The same plural form of the name of
God appears even earlier in the original Hebrew text of the Bible. It appears
in the very first lines (Genesis
1:1), along with the verb created (bara), which is in
the singular. Thus, the beginning
lines of Old Testament Scripture start out by revealing the singular essence of the Persons
(plural) of the Holy Trinity. Archpriest Seraphim Slobodskoy explains that
these very first lines of the Bible say, as it were, “In the beginning, Gods
(the three Persons of the Holy Trinity), created Heaven and earth.”

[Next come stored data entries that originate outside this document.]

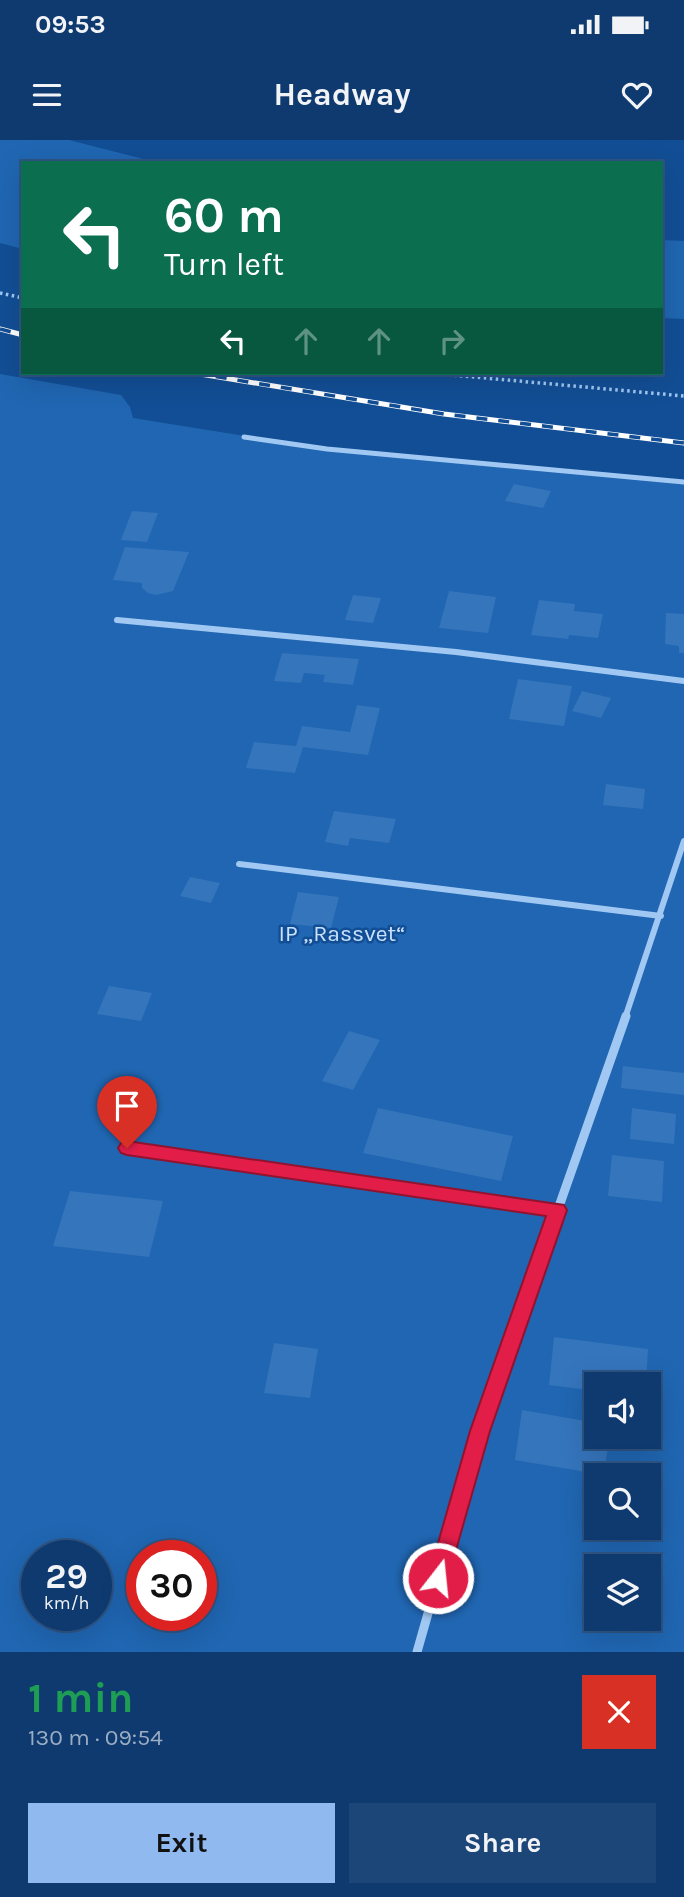 <!DOCTYPE html>
<meta charset="utf-8">
<style>
body{margin:0;font-family:Karla,sans-serif;background:#1c4578;color:#f1f3f6;height:100vh;display:flex;flex-direction:column;font-size:26px;white-space:nowrap}
*{box-sizing:border-box;margin:0}
p{font-size:23px;color:#9badc3}
.icon{flex:none;width:38px;height:38px;fill:none;stroke:currentColor;stroke-width:2;stroke-linecap:round;stroke-linejoin:round}
.map{position:relative;height:1512px;overflow:hidden}
.panel{display:flex;flex-direction:column;background:#0e3a70;flex:1}
.panel>*{flex:none}
.hud{position:absolute;left:21px;top:21px;width:642px;height:214px;border-radius:0px;box-shadow:0 7px 28px #0002,0 0 0 2px #2e5483;background:#0b6e4f;color:#fff;overflow:hidden}
.tools{position:absolute;left:584px;top:1232px;display:grid;gap:14px}
.tools a{display:grid;place-items:center;width:77px;height:77px;border-radius:0px;background:#0e3a70;box-shadow:0 7px 28px #0002,0 0 0 2px #2e5483;font-size:35px}
.speed{position:absolute;left:21px;top:1400px;display:flex;gap:14px;font-size:35px;font-weight:700;text-align:center}
.speed>*{display:grid;place-content:center;width:91px;height:91px;border-radius:50%;background:#0e3a70;box-shadow:0 7px 28px #0002,0 0 0 2px #2e5483;line-height:1}
.speed small{font-size:18px;font-weight:400}
.speed .limit{border:10px solid #d22;background:#fff;color:#111}
.pin{position:absolute;display:grid;place-items:center;width:60px;height:60px;color:#fff;margin:-72px -30px;border-radius:50% 50% 50% 0;rotate:-45deg;box-shadow:0 0 7px #0007}
.pin .icon{rotate:45deg}
.me{position:absolute;width:77px;margin:-38px;rotate:16deg;stroke-linejoin:round;filter:drop-shadow(0 0 5px #0008)}
.turn{display:flex;align-items:center;gap:24px;height:147px;padding:0 28px;font-size:32px}
.turn .icon{width:91px;height:91px;stroke-width:2.5}
.turn b{display:block;font-size:49px;line-height:60px}
.lanes{display:flex;align-items:center;height:66px;padding:0 28px;background:#0003;justify-content:center;gap:35px;direction:ltr}
.lanes .off{opacity:.35}
.round{display:grid;place-items:center;flex:none;width:74px;height:74px;border-radius:0px;background:#1c4578}
.overview{display:flex;align-items:center;justify-content:space-between;height:119px;padding:0 28px}
h1{font-size:42px;font-weight:700;line-height:52px;color:#1e9e55}
.button{display:flex;gap:14px;margin-top:auto;padding:14px 28px}
.button a{flex:1;height:80px;border-radius:0px;background:#90b9f0;color:#111;font-size:28px;font-weight:700;line-height:80px;text-align:center}
.button a+a{background:#1c4578;color:#f1f3f6}
.status{display:flex;justify-content:space-between;align-items:center;height:49px;padding:0 35px;background:#0e3a70;direction:ltr}
.status svg{height:19px;fill:currentColor}
header{display:flex;justify-content:space-between;align-items:center;height:91px;padding:0 28px;background:#0e3a70;font-size:32px;font-weight:700}
.map>svg:first-child{display:block}
.green{fill:#2066b2;fill-rule:evenodd}
.building{fill:#3575bc}
.lines{fill:none;stroke-linecap:round;stroke-linejoin:round}
.path{stroke:#a1c8f3;stroke-width:3.5;stroke-dasharray:2.5 3.5;stroke-linecap:butt}
.street-far2{stroke:#a1c8f3;stroke-width:5}
.street-far1{stroke:#a1c8f3;stroke-width:6}
.street{stroke:#a1c8f3;stroke-width:9}
.rail-casing{stroke:#fff;stroke-width:5}
.rail{stroke:#124e95;stroke-width:3.5;stroke-dasharray:11;stroke-linecap:butt}
.route{fill:#e11d48;stroke:#92132f;stroke-width:2}
.labels{text-anchor:middle;dominant-baseline:central;stroke-width:5;stroke-linejoin:round;paint-order:stroke}
.park-label{font-size:23px;fill:#c8e2fd;stroke:#124e95}
</style>
<div class="status"><b>09:53</b><svg viewBox="0 0 49 12"><path d="M0 12V9h3v3zM5 12V6h3v6zM10 12V3h3v9zM15 12V0h3v12zM26 1h20v11H26zM47 4h2v5h-2z"/></svg></div>
<header><svg class="icon" aria-label="menu" viewBox="0 0 24 24"><path d="M4 6h16M4 12h16M4 18h16"/></svg>Headway<svg class="icon" aria-label="heart" viewBox="0 0 24 24"><path d="M12 20l-8-8c-3-5 5-10 8-4 3-6 11-1 8 4z"/></svg></header>
<div class="map">
<svg width="684" height="1512" viewBox="0 0 684 1512">
<rect width="100%" height="100%" fill="#124e95"/>
<g class="green">
<path d="M0,0h69l90,23h-136v86l-23,-6z"/>
<path d="M662,100l22,1v78l-22,-1z"/>
<path d="M0,234l121,21 9,12 3,11 194,31 357,33v1170h-684zM597,1244h52v53h-52zM597,1335h52v53h-52zM37,1416h59v59h-59zM142,1416h59v59h-59zM597,1426h52v53h-52z"/>
</g>
<g class="building">
<path d="M514,344l37,7 -8,17 -38,-7z"/>
<path d="M132,371l26,2 -11,29 -26,-2z"/>
<path d="M125,407l64,5 -16,39 -17,4 -8,-2 -6,-5v-5l-29,-3z"/>
<path d="M449,451l47,6 -8,36 -49,-5z"/>
<path d="M353,455l28,3 -8,25 -28,-3z"/>
<path d="M539,460l36,4 -1,7 29,3 -5,24 -29,-3 -1,4 -37,-4z"/>
<path d="M666,473l18,1v39h-5v-7l-14,-2z"/>
<path d="M282,513l77,6 -6,26 -30,-3 2,-7 -21,-2 -3,10 -27,-2z"/>
<path d="M518,539l54,7 -8,40 -55,-7z"/>
<path d="M582,551l29,7 -10,20 -29,-7z"/>
<path d="M357,565l23,3 -12,47 -65,-8 -8,26 -49,-5 8,-26 42,4 6,-20 48,6z"/>
<path d="M606,644l39,5 -2,20 -40,-4z"/>
<path d="M334,671l62,8 -7,24 -39,-5 -2,8 -23,-4z"/>
<path d="M190,737l30,6 -9,20 -31,-7z"/>
<path d="M298,752l41,5 -8,31 -41,-4z"/>
<path d="M109,846l43,7 -11,28 -44,-7z"/>
<path d="M349,891l31,9 -27,50 -31,-9z"/>
<path d="M623,926l61,7v22l-63,-7z"/>
<path d="M378,968l135,28 -12,45 -138,-28z"/>
<path d="M632,968l44,6 -2,30 -44,-5z"/>
<path d="M612,1015l52,6 -2,41 -54,-6z"/>
<path d="M70,1051l93,10 -14,56 -96,-11z"/>
<path d="M554,1197l94,12 -2,35h-49v7l-48,-6z"/>
<path d="M274,1203l44,6 -8,49 -46,-5z"/>
<path d="M522,1270l75,13v14h12l-5,38 -89,-15z"/>
</g>
<g class="lines">
<g class="path">
<path d="M0,153l23,5"/>
<path d="M430,233l254,23"/>
</g>
<path class="street-far2" d="M244,297l83,12 357,33"/>
<g class="street-far1">
<path d="M117,480l339,32 228,29"/>
<path d="M239,724l422,52"/>
<path d="M625,878l59,-177"/>
</g>
<g class="street">
<path d="M127,1008l431,62"/>
<path d="M417,1512l63,-221 146,-415"/>
</g>
<g class="rail-casing">
<g id="rail">
<path d="M0,189l23,6"/>
<path d="M194,233l250,41 240,29"/>
</g>
</g>
<use href="#rail" class="rail"/>
</g>
<path class="route" d="M127,1001l437,64 3,5 -77,221 -44,154 -8,3 -7,-3 -3,-7 42,-147 76,-215 -419,-61 -6,-2 -3,-5 3,-5z"/>
<g class="labels">
<g class="park-label">
<text x="342" y="793">IP „Rassvet“</text>
</g>
</g>
</svg>
<div class="tools">
<a><svg class="icon" aria-label="sound" viewBox="0 0 24 24"><path d="M4 9h4l5-4v14l-5-4H4zM17 9q2 3 0 6"/></svg></a>
<a><svg class="icon" aria-label="search" viewBox="0 0 24 24"><circle cx="10" cy="10" r="6"/><path d="M15 15l6 6"/></svg></a>
<a><svg class="icon" aria-label="layers" viewBox="0 0 24 24"><path d="M12 4l9 5-9 5-9-5zM3 14l9 5 9-5"/></svg></a>
</div>
<div class="speed"><div>29<small>km/h</small></div><div class="limit">30</div></div>
<div class="pin" style="left:127px;top:1008px;background:#d93025"><svg class="icon" aria-label="arrive" viewBox="0 0 24 24"><path d="M6 21V4h12l-3 4 3 4H6"/></svg></div>
<svg class="me" style="left:438px;top:1438px" viewBox="-20 -20 40 40"><circle r="17" fill="#e11d48" stroke="#fff" stroke-width="3"/><path d="M0-11L8 9 0 5-8 9z" fill="#fff"/></svg>
<div class="hud">
<div class="turn"><svg class="icon" aria-label="left" viewBox="0 0 24 24"><path d="M17 20v-9H6M10 6l-5 5 5 5"/></svg><div><b>60 m</b>Turn left</div></div>
<div class="lanes"><svg class="icon" aria-label="left" viewBox="0 0 24 24"><path d="M17 20v-9H6M10 6l-5 5 5 5"/></svg><svg class="icon off" aria-label="ahead" viewBox="0 0 24 24"><path d="M12 20V5M6 11l6-6 6 6"/></svg><svg class="icon off" aria-label="ahead" viewBox="0 0 24 24"><path d="M12 20V5M6 11l6-6 6 6"/></svg><svg class="icon off" aria-label="right" viewBox="0 0 24 24"><path d="M7 20v-9h11M14 6l5 5-5 5"/></svg></div>
</div>
</div>
<section class="panel">
<div class="overview"><div><h1>1 min</h1><p>130 m · 09:54</p></div><a class="round" style="background:#d93025;color:#fff"><svg class="icon" aria-label="close" viewBox="0 0 24 24"><path d="M6 6l12 12M18 6L6 18"/></svg></a></div>
<div class="button"><a>Exit</a><a>Share</a></div>
</section>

Another of the Old Testament
passages that expresses the Tri-Unity of
God (there are twelve such passages) is that of Isaiah 6:3. The Seraphim
who stand around the throne of God offer doxology in triple form, saying, “Holy, holy, holy is the Lord of hosts.” The
Fathers see this passage as an indirect reference to the Holy Trinity, to God's
Tri-Personal Being.
Protopresbyter Michael Pomazansky
lists other indications of the Trinity
of Persons of God. This truth, Fr. Michael notes, is expressed in the Old
Testament in a veiled way, only half-revealed, beginning, it bears repeating,
in the very first lines of the Bible, in Genesis 1:1. As another writer adds,
God did not yet reveal Himself as a Triune
God lest the Hebrews apostatize to the polytheism of their neighbors and
worship false “gods,” that is, demons, for “the gods of the heathens are
demons” (Ps 95:5 [Russian Bible], Ps 96:5 [English ]). As Fr. Michael concludes,
the Old Testament testimonies of the Holy Trinity are revealed and explained in
the light of the Christian faith.
In the New Testament, the plurality
of the Tri-Hypostatic God is more explicitly revealed to be the Father, Son and
Holy Spirit, One in Essence, Ever-Existing, Undivided and Indivisible. As
Archpriest Vladimir Glindsky explains:
The mystery of the Tri-Unity was shown in part in the Old Testament, and
clearly proclaimed in the Gospel. The Lord Jesus Christ commanded belief in the
Holy Trinity and defined Its Persons. His Holy Apostles taught the Christians
the worship of the indivisible Triune God. After the Apostles, the
consciousness of the Church always piously protected the faith in the Holy
Trinity. In the fourth century, the Ecumenical Councils, defending the Apostolic faith from heresies, promulgated dogmas concerning
the individual attributes of the Persons of the Trinity, thus creating the
Creed. Therefore, the Orthodox Christian believes, serves, worships [the Holy
Trinity and protects] with all his might his faith in the Trinitarian Truth
[“Fundamentals of the Orthodox Christian Faith,” Orthodox Life, vol. 51, no. 1, 2001, pp. 30-31].